Justice Department Seeks to Block Minnesota Climate Case
The Justice Department has asked a federal court in Minnesota to stop the state’s climate-deception case before it moves any further. In a complaint filed May 4, federal lawyers said Minnesota’s lawsuit is preempted by federal law and should be enjoined. The government is seeking preliminary and permanent injunctive relief, according to the filing. No court has ruled yet.
Minnesota’s case, filed in June 2020, targets ExxonMobil, Koch Industries, the American Petroleum Institute and Flint Hills Resources. The state says the companies engaged in deceptive conduct by downplaying climate risks and misrepresenting the effects of fossil fuels. The Justice Department argues that Minnesota is using state consumer-protection law to intrude on an area controlled by federal authority over energy policy and emissions.

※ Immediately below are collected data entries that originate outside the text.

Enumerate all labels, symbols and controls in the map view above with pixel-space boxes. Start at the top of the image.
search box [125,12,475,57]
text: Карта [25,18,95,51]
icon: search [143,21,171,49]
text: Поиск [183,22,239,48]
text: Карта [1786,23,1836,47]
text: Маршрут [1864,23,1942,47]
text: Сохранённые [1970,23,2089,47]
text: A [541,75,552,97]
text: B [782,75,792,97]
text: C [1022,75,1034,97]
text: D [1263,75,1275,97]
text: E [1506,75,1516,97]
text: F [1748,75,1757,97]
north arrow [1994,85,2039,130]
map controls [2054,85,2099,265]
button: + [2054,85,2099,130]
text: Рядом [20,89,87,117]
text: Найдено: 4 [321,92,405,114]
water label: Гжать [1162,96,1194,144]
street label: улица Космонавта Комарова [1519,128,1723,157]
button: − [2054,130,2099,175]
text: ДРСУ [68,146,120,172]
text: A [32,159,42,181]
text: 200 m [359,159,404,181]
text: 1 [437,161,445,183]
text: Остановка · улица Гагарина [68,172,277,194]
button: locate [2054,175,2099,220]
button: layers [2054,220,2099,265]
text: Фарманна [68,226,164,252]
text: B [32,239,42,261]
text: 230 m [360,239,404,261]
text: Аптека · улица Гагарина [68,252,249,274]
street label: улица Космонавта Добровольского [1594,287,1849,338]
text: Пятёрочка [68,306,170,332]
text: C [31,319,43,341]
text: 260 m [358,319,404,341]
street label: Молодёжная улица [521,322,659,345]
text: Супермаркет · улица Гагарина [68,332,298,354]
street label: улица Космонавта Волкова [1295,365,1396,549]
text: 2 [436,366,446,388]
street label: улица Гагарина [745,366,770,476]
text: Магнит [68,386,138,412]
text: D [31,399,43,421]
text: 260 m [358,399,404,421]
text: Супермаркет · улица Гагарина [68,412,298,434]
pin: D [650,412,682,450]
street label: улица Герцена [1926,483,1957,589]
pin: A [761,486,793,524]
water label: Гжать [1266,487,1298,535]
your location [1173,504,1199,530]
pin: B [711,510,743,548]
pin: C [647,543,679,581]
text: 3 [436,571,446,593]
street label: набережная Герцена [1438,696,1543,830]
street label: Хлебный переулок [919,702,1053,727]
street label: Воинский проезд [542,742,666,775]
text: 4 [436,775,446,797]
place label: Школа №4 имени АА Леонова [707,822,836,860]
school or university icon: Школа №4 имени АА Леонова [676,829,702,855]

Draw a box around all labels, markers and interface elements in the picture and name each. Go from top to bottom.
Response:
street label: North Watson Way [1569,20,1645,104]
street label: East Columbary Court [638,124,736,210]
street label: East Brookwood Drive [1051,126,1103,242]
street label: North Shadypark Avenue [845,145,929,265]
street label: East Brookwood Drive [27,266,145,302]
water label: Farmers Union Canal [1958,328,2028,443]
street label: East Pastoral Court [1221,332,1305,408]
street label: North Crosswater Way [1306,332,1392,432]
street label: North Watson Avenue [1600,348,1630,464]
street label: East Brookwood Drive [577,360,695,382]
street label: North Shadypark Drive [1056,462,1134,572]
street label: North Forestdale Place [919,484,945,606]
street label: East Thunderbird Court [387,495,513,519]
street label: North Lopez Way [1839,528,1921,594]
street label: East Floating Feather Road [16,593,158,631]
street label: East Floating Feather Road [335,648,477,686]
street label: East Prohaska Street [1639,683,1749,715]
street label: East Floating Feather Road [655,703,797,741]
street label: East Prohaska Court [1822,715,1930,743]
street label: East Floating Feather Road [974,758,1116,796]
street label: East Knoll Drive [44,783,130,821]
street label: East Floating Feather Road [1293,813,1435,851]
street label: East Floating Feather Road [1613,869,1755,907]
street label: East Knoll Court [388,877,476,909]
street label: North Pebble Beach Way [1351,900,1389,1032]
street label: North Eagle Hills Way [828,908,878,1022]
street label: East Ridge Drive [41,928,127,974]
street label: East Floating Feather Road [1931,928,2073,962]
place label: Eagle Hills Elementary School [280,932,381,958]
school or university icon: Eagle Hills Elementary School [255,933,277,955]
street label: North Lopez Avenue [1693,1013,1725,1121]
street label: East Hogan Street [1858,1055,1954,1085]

That makes the immediate issue procedural, not factual. The court is not being asked at this stage to decide whether the underlying allegations are true. It is being asked to decide whether Minnesota can keep using its own laws to pursue claims the federal government says are off limits because of preemption. If the Justice Department persuades the court, the state case could be narrowed or blocked. If it does not, Minnesota keeps its lawsuit alive and the dispute moves deeper into discovery and litigation.
The filing places the administration in a familiar position: arguing for broad federal control when a state enforcement action threatens a national policy area. The legal theory will turn on how the court reads the boundary between state consumer-fraud law and federal authority over energy and environmental regulation. For now, the only certain fact is that the Justice Department has opened a new front in the long-running fight over climate accountability, and the court has not yet decided whether Minnesota may continue.